Ontwikkelingslanden (en China) willen belasting op mode en wapens om klimaatactie te financieren
134 ontwikkelingslanden die zich bij de VN-klimaatonderhandelingen groeperen in de G77 + China, pleiten ervoor om de wapen-, mode- en technologiesector een belasting op te leggen die de strijd tegen de klimaatverandering moet helpen financieren.
Dat meldt de gespecialiseerde website Climate Home News, dat een nog niet gepubliceerde onderhandelingspaper kon inkijken.
De belangrijkste inzet van de tussentijdse klimaatonderhandelingen, die nog tot 13 juni plaatsvinden in het Duitse Bonn, en later dit jaar van de VN-klimaattop COP29 in Azerbeidzjan, is klimaatfinanciering. Ontwikkelingslanden willen dat de ontwikkelde landen met meer geld over de brug komen om de strijd tegen de klimaatverandering te financieren.

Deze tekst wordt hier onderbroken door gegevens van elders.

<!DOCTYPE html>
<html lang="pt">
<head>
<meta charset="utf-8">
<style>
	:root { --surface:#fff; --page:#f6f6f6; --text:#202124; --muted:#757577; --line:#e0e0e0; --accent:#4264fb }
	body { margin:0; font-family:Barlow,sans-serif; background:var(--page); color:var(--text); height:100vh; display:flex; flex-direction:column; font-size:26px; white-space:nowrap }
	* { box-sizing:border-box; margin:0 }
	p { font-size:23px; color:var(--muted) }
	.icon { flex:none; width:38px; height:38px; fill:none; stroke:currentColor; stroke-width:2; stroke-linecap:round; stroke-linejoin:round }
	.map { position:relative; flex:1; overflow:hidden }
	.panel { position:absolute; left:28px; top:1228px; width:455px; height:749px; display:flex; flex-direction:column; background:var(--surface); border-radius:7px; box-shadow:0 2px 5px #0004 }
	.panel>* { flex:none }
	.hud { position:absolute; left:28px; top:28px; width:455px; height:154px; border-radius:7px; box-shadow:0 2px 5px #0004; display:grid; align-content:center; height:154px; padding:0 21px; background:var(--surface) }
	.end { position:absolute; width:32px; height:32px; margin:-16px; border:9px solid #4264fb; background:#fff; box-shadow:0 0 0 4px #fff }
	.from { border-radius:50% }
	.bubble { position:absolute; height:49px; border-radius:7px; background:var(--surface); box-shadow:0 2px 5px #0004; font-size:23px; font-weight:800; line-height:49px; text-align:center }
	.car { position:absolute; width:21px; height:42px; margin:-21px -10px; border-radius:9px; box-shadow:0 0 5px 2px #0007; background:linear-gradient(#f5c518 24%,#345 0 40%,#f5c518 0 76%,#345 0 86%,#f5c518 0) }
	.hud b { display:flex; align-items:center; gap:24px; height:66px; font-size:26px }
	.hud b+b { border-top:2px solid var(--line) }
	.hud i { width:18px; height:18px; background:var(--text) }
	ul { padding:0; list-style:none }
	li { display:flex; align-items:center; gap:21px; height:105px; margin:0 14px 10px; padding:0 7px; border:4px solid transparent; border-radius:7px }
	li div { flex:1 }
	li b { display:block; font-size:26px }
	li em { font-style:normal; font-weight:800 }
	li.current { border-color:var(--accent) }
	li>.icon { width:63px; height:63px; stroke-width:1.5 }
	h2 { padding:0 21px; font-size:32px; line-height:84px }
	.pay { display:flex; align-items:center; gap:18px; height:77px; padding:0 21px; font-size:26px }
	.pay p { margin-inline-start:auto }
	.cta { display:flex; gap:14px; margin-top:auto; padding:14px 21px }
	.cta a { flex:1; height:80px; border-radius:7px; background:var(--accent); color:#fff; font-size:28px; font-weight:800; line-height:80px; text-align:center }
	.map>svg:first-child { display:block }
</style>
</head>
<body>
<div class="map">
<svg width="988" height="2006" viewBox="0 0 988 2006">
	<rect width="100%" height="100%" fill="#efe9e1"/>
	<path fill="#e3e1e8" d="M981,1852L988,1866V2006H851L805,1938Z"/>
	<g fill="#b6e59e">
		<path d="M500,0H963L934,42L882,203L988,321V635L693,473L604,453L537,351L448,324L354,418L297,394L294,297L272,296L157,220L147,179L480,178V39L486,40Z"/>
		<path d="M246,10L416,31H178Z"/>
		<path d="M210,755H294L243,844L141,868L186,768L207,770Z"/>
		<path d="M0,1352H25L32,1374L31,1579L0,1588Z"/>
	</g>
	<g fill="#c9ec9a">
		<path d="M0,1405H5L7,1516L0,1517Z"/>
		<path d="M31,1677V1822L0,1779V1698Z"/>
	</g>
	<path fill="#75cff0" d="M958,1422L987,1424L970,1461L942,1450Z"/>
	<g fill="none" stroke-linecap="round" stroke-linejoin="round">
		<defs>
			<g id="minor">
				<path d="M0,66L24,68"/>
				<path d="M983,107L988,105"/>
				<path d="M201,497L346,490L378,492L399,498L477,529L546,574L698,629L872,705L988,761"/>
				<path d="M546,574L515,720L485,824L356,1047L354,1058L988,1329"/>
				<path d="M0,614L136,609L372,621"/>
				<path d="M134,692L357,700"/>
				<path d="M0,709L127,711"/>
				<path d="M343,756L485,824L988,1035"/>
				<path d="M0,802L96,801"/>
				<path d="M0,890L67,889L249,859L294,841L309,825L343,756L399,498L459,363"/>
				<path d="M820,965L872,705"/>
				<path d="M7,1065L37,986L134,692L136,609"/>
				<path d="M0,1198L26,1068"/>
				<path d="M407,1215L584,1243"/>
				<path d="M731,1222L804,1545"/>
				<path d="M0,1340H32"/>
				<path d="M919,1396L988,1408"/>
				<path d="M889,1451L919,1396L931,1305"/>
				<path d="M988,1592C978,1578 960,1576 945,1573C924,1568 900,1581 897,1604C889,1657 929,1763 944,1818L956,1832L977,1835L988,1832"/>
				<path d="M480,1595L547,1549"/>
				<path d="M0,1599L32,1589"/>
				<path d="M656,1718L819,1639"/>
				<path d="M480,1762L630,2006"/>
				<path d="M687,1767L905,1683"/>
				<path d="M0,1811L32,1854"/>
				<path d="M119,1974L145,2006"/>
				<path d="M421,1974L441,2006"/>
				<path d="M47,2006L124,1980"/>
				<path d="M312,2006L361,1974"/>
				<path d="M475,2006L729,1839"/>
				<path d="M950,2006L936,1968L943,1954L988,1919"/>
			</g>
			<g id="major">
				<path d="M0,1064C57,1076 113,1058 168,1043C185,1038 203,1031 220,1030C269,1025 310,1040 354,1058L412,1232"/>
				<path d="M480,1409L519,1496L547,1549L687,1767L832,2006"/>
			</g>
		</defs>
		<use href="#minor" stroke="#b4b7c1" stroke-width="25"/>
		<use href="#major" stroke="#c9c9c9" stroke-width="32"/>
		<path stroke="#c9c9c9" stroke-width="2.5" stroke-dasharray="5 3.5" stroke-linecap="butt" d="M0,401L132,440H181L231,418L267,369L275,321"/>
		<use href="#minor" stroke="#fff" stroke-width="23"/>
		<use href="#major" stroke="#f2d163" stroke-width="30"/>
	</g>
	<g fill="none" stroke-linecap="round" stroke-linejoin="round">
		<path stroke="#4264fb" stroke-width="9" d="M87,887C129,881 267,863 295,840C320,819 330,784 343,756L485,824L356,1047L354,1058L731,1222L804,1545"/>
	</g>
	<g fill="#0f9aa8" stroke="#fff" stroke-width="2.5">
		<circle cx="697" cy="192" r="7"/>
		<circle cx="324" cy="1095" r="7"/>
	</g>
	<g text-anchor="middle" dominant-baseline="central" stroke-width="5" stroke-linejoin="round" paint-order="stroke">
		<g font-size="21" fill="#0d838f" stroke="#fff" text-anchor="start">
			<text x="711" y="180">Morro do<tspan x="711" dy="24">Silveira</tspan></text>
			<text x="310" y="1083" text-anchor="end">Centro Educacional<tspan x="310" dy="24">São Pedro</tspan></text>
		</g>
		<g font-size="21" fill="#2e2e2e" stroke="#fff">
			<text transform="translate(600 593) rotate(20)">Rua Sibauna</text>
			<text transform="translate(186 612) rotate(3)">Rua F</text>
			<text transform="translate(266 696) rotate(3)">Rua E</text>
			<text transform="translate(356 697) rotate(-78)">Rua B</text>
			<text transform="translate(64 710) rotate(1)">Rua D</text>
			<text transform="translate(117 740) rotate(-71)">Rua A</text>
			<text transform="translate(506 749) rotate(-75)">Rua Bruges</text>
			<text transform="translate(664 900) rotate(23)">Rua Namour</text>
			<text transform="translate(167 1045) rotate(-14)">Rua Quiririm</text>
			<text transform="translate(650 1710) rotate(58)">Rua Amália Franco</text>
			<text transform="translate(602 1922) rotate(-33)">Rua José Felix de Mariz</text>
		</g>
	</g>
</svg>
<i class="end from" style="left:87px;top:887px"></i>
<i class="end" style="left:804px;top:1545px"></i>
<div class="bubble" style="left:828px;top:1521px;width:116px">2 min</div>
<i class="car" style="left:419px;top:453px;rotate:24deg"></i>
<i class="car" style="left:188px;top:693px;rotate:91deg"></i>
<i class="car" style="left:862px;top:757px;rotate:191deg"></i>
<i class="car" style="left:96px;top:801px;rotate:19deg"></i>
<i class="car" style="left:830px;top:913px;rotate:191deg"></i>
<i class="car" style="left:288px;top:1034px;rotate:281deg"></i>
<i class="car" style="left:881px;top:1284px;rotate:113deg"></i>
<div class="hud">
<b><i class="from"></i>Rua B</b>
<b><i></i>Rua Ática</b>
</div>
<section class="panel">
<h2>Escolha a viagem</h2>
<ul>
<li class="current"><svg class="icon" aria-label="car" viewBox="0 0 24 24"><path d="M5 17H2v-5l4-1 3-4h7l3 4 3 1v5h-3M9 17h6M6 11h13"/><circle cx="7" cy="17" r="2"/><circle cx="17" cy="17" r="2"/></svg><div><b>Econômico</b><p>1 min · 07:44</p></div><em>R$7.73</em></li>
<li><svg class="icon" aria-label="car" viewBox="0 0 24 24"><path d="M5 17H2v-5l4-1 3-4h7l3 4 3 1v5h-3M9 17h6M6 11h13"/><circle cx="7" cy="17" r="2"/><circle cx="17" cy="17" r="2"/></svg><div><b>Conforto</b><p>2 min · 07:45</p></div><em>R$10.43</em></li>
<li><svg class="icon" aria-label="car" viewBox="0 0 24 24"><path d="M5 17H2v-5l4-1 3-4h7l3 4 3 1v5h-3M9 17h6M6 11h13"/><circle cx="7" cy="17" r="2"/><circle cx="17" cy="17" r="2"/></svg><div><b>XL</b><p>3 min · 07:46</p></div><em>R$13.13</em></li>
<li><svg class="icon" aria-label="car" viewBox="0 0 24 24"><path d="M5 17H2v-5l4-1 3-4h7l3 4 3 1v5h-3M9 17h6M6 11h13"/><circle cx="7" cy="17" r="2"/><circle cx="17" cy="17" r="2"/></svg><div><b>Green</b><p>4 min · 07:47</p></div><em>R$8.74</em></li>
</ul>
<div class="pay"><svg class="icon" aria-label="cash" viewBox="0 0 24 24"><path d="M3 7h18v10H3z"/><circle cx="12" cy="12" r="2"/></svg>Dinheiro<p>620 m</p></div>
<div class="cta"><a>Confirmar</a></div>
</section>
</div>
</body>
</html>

Tot nog toe was afgesproken dat jaarlijks 100 miljard dollar naar de armere landen vloeit, maar dit jaar moet een nieuw bedrag voor de periode na 2025 afgeklopt worden. Daarvoor kijken de G77 + China opnieuw naar de rijke landen. Als die 0,8 procent van hun bbp opzijzetten, dan levert dat volgens hen 441 miljard dollar op. De ontwikkelingslanden brengen in herinnering dat dat bedrag een stuk lager ligt dan de 6,9 procent van het bbp dat de rijke landen momenteel betalen om de interest op hun schulden af te betalen. Om dat bedrag te bekomen, pleiten de ontwikkelingslanden voor een belasting op financiële transacties en een extra heffing voor de mode-, technologie- en defensie-industrie.
Mode-emissies
De modesector, die enkel fossiele brandstoffen en landbouw moet laten voorgaan qua emissies, wordt in het vizier genomen omdat ‘in tegenstelling tot fossiele brandstoffen en landbouw, bekende merken niet van vitaal belang zijn voor de voedsel- en energievoorziening’. De defensie-industrie moet dan weer bijdragen omdat ze goed is voor 5 procent van de historische uitstoot wereldwijd.
Concreet zouden verschillende bescheiden heffingen op financiële transacties samen 240 miljard dollar moeten opbrengen. Daarnaast zouden de zeven grootste technologiebedrijven 5 procent moeten afdragen van hun jaarlijkse omzet. Dat zou volgens de ontwikkelingslanden 57 miljard dollar in het laatje moeten brengen. Een belasting van 5 procent op de omzet van de tachtig grootste modebedrijven zou 34 miljard moeten opleveren. Het gaat dan onder meer om Louis Vuitton, Dior of Nike.
Tot slot, moet een heffing van 5 procent op de omzet van de defensiesector nog eens 21 miljard opleveren. Met inbegrip van private financiering ten belope van 661,5 miljard dollar, zou zo het beoogde totaal van 1,1 biljoen dollar jaarlijks naar de ontwikkelingslanden moeten stromen. Ontwikkelde landen willen op hun beurt dan weer dat meer landen bijdragen. Daarvoor kijken ze onder meer in de richting van China en Saudi-Arabië, die beide deel uitmaken van de G77 + China-groep.